Computational Investigation of APOBEC3H Substrate Orientation and Selectivity.

APOBEC3H is a cytidine deaminase protein most well-known for its involvement in antiretroviral activity in humans. It acts upon a single stranded DNA (ssDNA) substrate with preferential targeting of a 5'-TCA-3' motif. Currently available crystal structures do not include the ssDNA substrate in the A3H system, nor is the mechanism of recognition for the preferred sequence known. To determine the position and orientation of the substrate in the active site, we used high-performance computing to perform molecular dynamics simulations on several systems of APOBEC3H. We examined different DNA sequences in the active site to determine the structural and chemical mechanism by which the preferred sequence is recognized. We found residues N49, K50, K51, and K52 to be relevant to the recognition of 3'-adenine and residues S86 and S87 to be relevant to the recognition of 5'-thymine, with both recognitions primarily driven by electrostatic nonbonded interactions.

Single-nucleotide polymorphism of the DNA cytosine deaminase APOBEC3H haplotype I leads to enzyme destabilization and correlates with lung cancer.

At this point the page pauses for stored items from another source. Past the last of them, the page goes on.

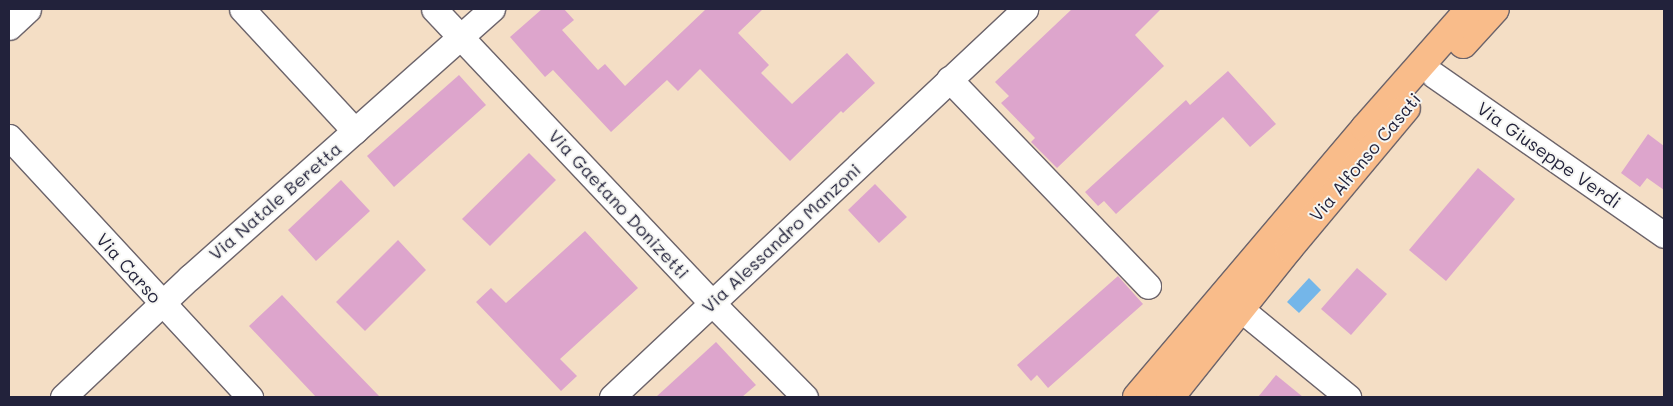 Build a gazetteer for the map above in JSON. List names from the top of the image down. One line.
{"streets":{"main road":["Via Alfonso Casati"],"street":["Via Giuseppe Verdi","Via Natale Beretta","Via Gaetano Donizetti","Via Alessandro Manzoni","Via Carso"]},"crossings":[["Via Giuseppe Verdi","Via Alfonso Casati"],["Via Natale Beretta","Via Gaetano Donizetti"],["Via Natale Beretta","Via Carso"],["Via Gaetano Donizetti","Via Alessandro Manzoni"]]} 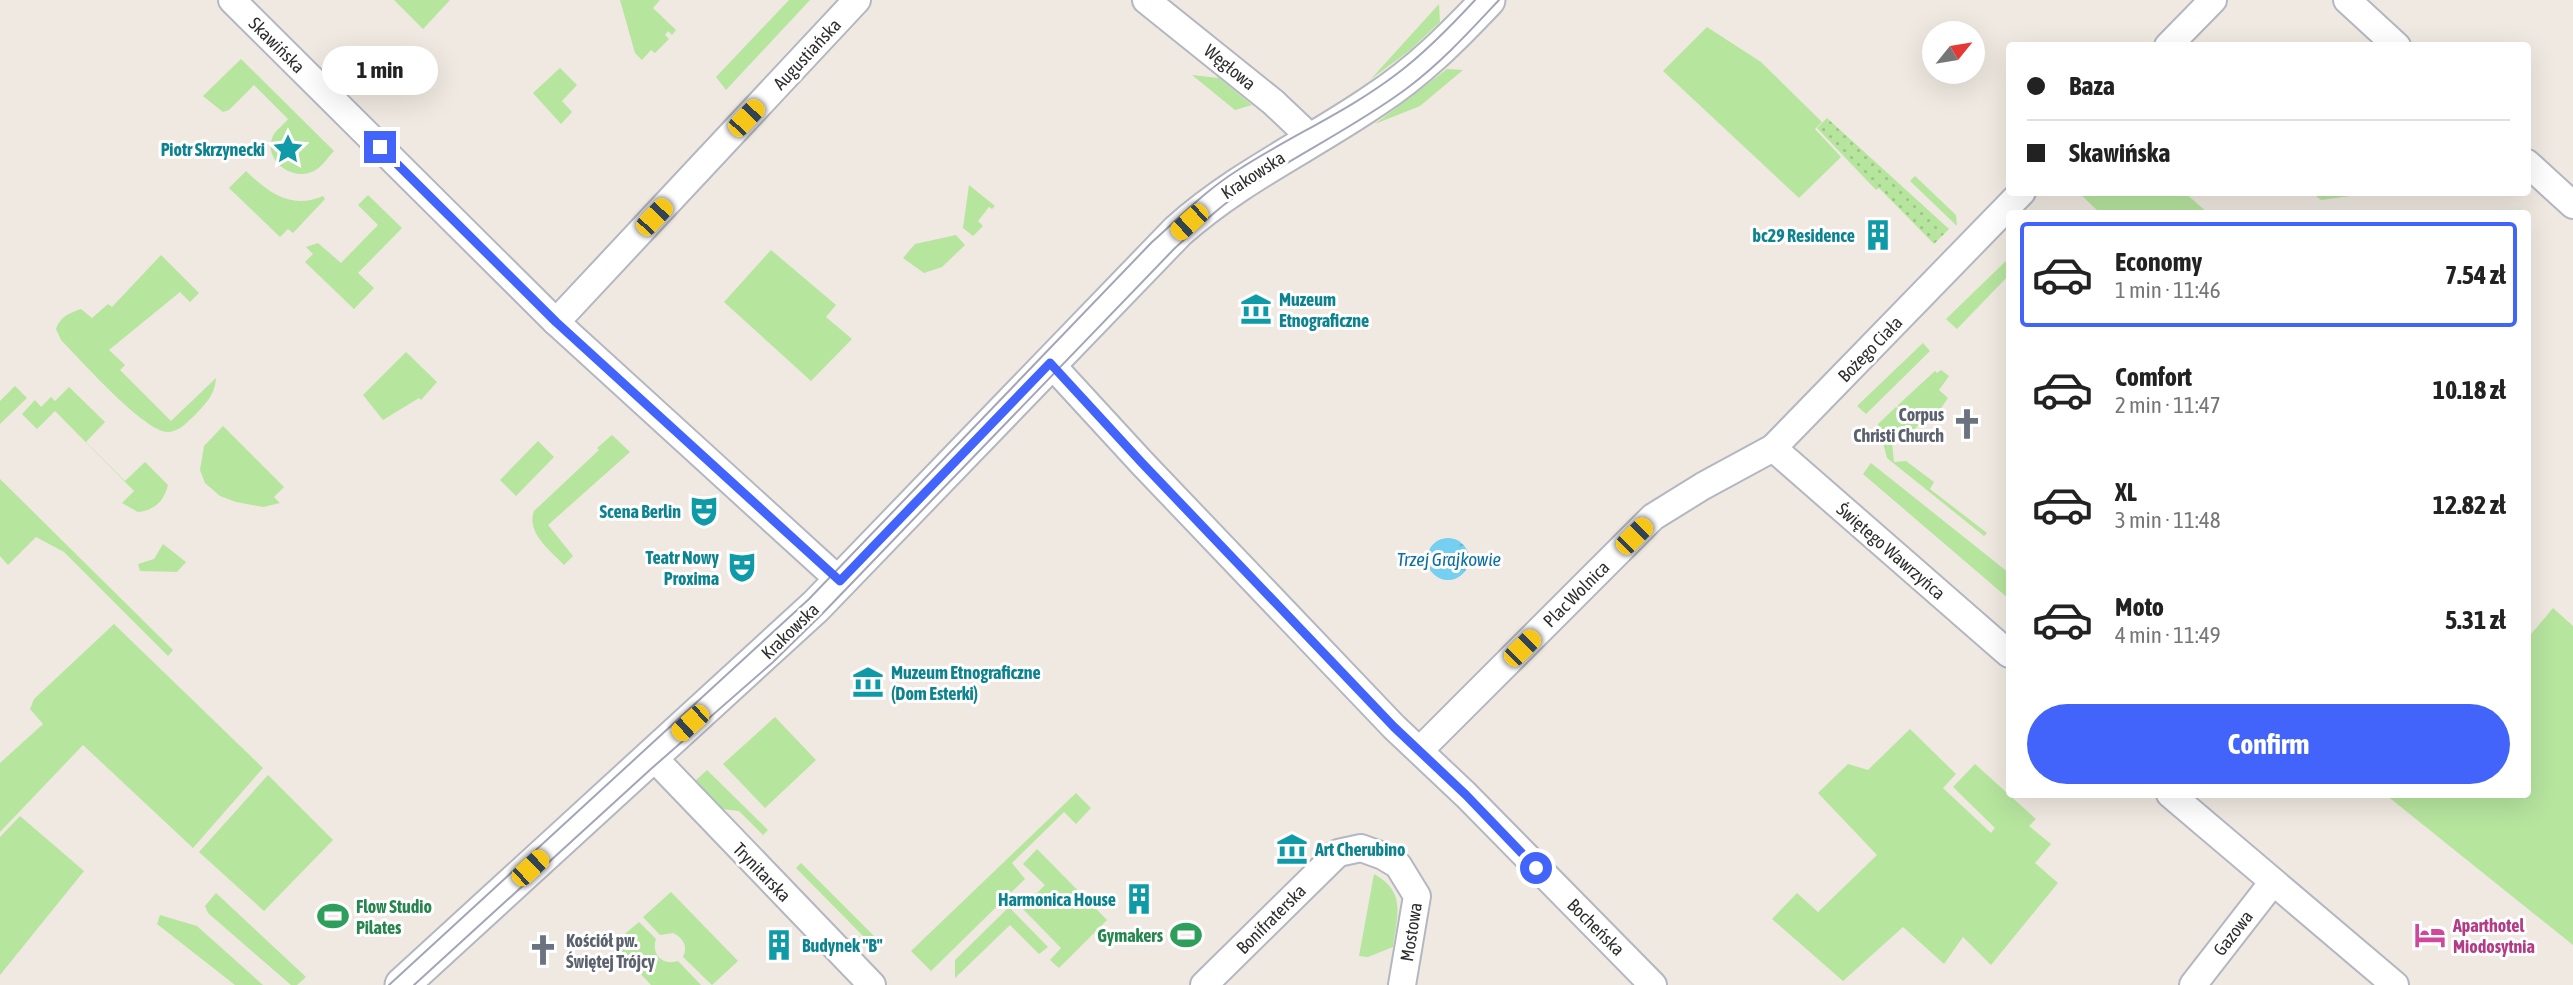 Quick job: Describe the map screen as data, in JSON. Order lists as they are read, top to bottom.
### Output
{
  "streets": {
    "street": [
      "Skawińska",
      "Augustiańska",
      "Węgłowa",
      "Krakowska",
      "Bożego Ciała",
      "Świętego Wawrzyńca",
      "Plac Wolnica",
      "Trynitarska",
      "Bonifraterska",
      "Bocheńska",
      "Mostowa",
      "Gazowa"
    ]
  },
  "crossings": [
    ["Skawińska", "Augustiańska"],
    ["Skawińska", "Krakowska"],
    ["Węgłowa", "Krakowska"],
    ["Krakowska", "Trynitarska"],
    ["Bożego Ciała", "Świętego Wawrzyńca"],
    ["Bożego Ciała", "Plac Wolnica"],
    ["Plac Wolnica", "Bocheńska"],
    ["Bonifraterska", "Mostowa"]
  ],
  "water": ["Trzej Grajkowie"],
  "places": {
    "place": ["Piotr Skrzynecki"],
    "building": ["bc29 Residence", "Harmonica House", "Budynek \"B\""],
    "museum": ["Muzeum Etnograficzne", "Muzeum Etnograficzne (Dom Esterki)", "Art Cherubino"],
    "church": ["Corpus Christi Church", "Kościół pw. Świętej Trójcy"],
    "theatre": ["Scena Berlin", "Teatr Nowy Proxima"],
    "sports": ["Flow Studio Pilates", "Gymakers"],
    "hotel": ["Aparthotel Miodosytnia"]
  },
  "north": "top right",
  "page": {
    "banner": ["Baza", "Skawińska"],
    "bubble": "1 min",
    "list": [
      {
        "name": "Economy",
        "note": "1 min · 11:46",
        "value": "7.54 zł"
      },
      {
        "name": "Comfort",
        "note": "2 min · 11:47",
        "value": "10.18 zł"
      },
      {
        "name": "XL",
        "note": "3 min · 11:48",
        "value": "12.82 zł"
      },
      {
        "name": "Moto",
        "note": "4 min · 11:49",
        "value": "5.31 zł"
      }
    ],
    "buttons": "Confirm"
  }
}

A number of APOBEC family DNA cytosine deaminases can induce mutations in tumor cells. APOBEC3H haplotype I is one of the deaminases that has been proposed to cause mutations in lung cancer. Here, we confirmed that APOBEC3H haplotype I can cause uracil-induced DNA damage in lung cancer cells that results in γH2AX foci. Interestingly, the database of cancer biomarkers in DNA repair genes (DNArCdb) identified a single-nucleotide polymorphism (rs139298) of APOBEC3H haplotype I that is involved in lung cancer. While we thought this may increase the activity of APOBEC3H haplotype I, instead we found through computational modeling and cell-based experiments that this single-nucleotide polymorphism causes the destabilization of APOBEC3H Haplotype I. Computational analysis suggests that the resulting K121E change affects the structure of APOBEC3H leading to active site disruption and destabilization of the RNA-mediated dimer interface. A K117E mutation in a K121E background stabilized the APOBEC3H haplotype I, thus enabling biochemical study. Subsequent analysis showed that K121E affected catalytic activity, single-stranded DNA binding and oligomerization on single-stranded DNA. The destabilization of a DNA mutator associated with lung cancer supports the model that too much APOBEC3-induced mutation could result in immune recognition or death of tumor cells.